Sunday, March 30, 2014

Weekly Resource - Another Sort of Learning, a Mom resource

A few weeks ago, when I was still allowed to enter into book stores and good wills, I came across Liberal Learning by James V. Schall and I had to get it.  Don't tell my husband but the link actually takes you to the full text of the pamphlet - oops.  It is a very small volume - so it's a good overview.  It is addressed to college students and their parents to help them realize some of the shortcomings of the current college system while encouraging you to pursue some real learning.  It is in keeping and, in some ways, an introduction to his larger work Another Sort of Learning.  Really you should just follow the link so that you can read the subtitle - which is long and amusing - which is indicative of his style.  This work is a collection of essays on education and other assorted topics along with interesting "booklists".  His booklists are not standard fare and are meant for the students seeking classical and not so classical resources that are worth your time and interest.  

A few years ago I read his book On the Unseriousness of Human Affairs and loved it.  Actually, I should find and re-read my notes (common placing before I even knew there was such a thing because it was a great book).  He is the one who got me to thinking about actually reading Chesterton.  That book helped me to remember to enjoy the little things in life and stop being a perfectionist about things.  Some things are worth doing just because they are fun and part of a community.

Anyway, if you are thinking about summer reading for yourself you might want to look over this little book and pick out some titles that aren't typically discussed but are probably worth your time.
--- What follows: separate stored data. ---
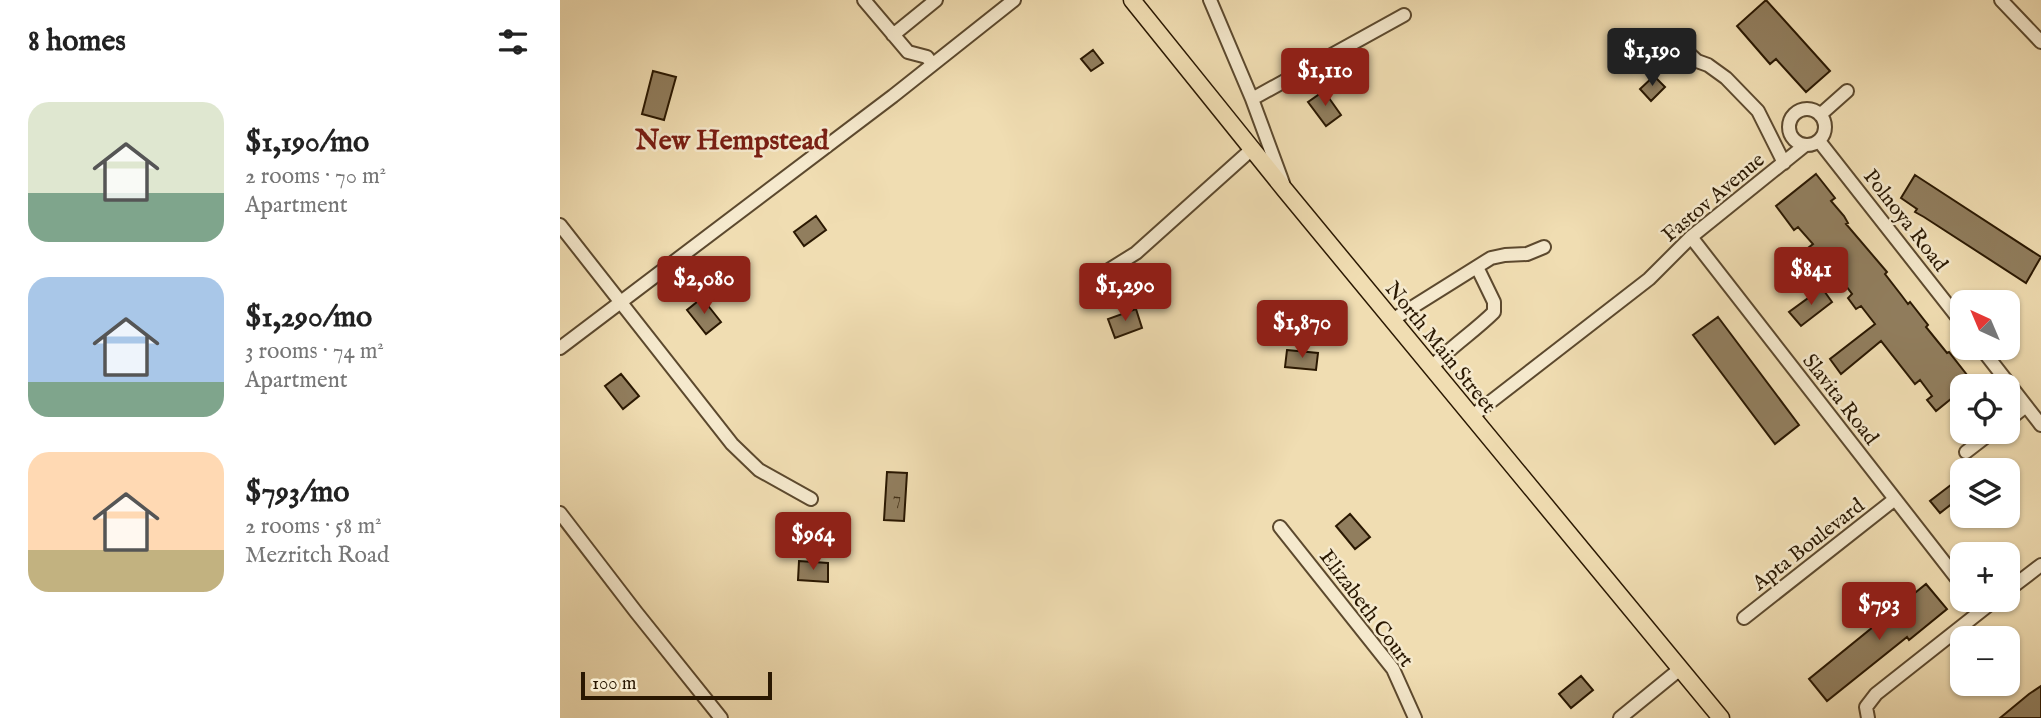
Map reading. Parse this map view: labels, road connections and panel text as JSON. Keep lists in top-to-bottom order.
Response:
{
  "streets": {
    "main road": ["North Main Street"],
    "street": [
      "Fastov Avenue",
      "Polnoya Road",
      "Slavita Road",
      "Apta Boulevard",
      "Elizabeth Court"
    ]
  },
  "crossings": [
    ["Fastov Avenue", "Polnoya Road"],
    ["Fastov Avenue", "North Main Street"],
    ["Fastov Avenue", "Slavita Road"],
    ["Slavita Road", "Apta Boulevard"]
  ],
  "districts": ["New Hempstead"],
  "house_numbers": ["7"],
  "scale_bar": "100 m",
  "north": "top left",
  "page": {
    "heading": "8 homes",
    "price": [
      "$1,190",
      "$1,110",
      "$841",
      "$2,080",
      "$1,290",
      "$1,870",
      "$964",
      "$793"
    ],
    "list": [
      {
        "name": "$1,190/mo",
        "note": "2 rooms · 70 m² · Apartment"
      },
      {
        "name": "$1,290/mo",
        "note": "3 rooms · 74 m² · Apartment"
      },
      {
        "name": "$793/mo",
        "note": "2 rooms · 58 m² · Mezritch Road"
      }
    ],
    "map_buttons": ["+", "−"],
    "scale": "100 m"
  }
}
Here is a quote from Liberal Learning:

The object of self-discipline in the best sense then is not ourselves.  That probably sounds strange.  The classical writers, I think, used to relate self-discipline to liberty.  The person who was most free was the one who had the most control over himself.  The person who was most unfree was the one who was ruled by pleasures, money or power.  Self-discipline does not, however, solve the question of what is knowledge or truth or good; self-discipline is a means, not an end in itself.
There is an intimate connection between our moral life and our intellectual life. Sometime I think the history of our times can be described as an argument about whether or not this connection is true.  Self discipline is the beginning of wisdom, not its end.  
Really, anything by Schall is probably engaging and worth your time.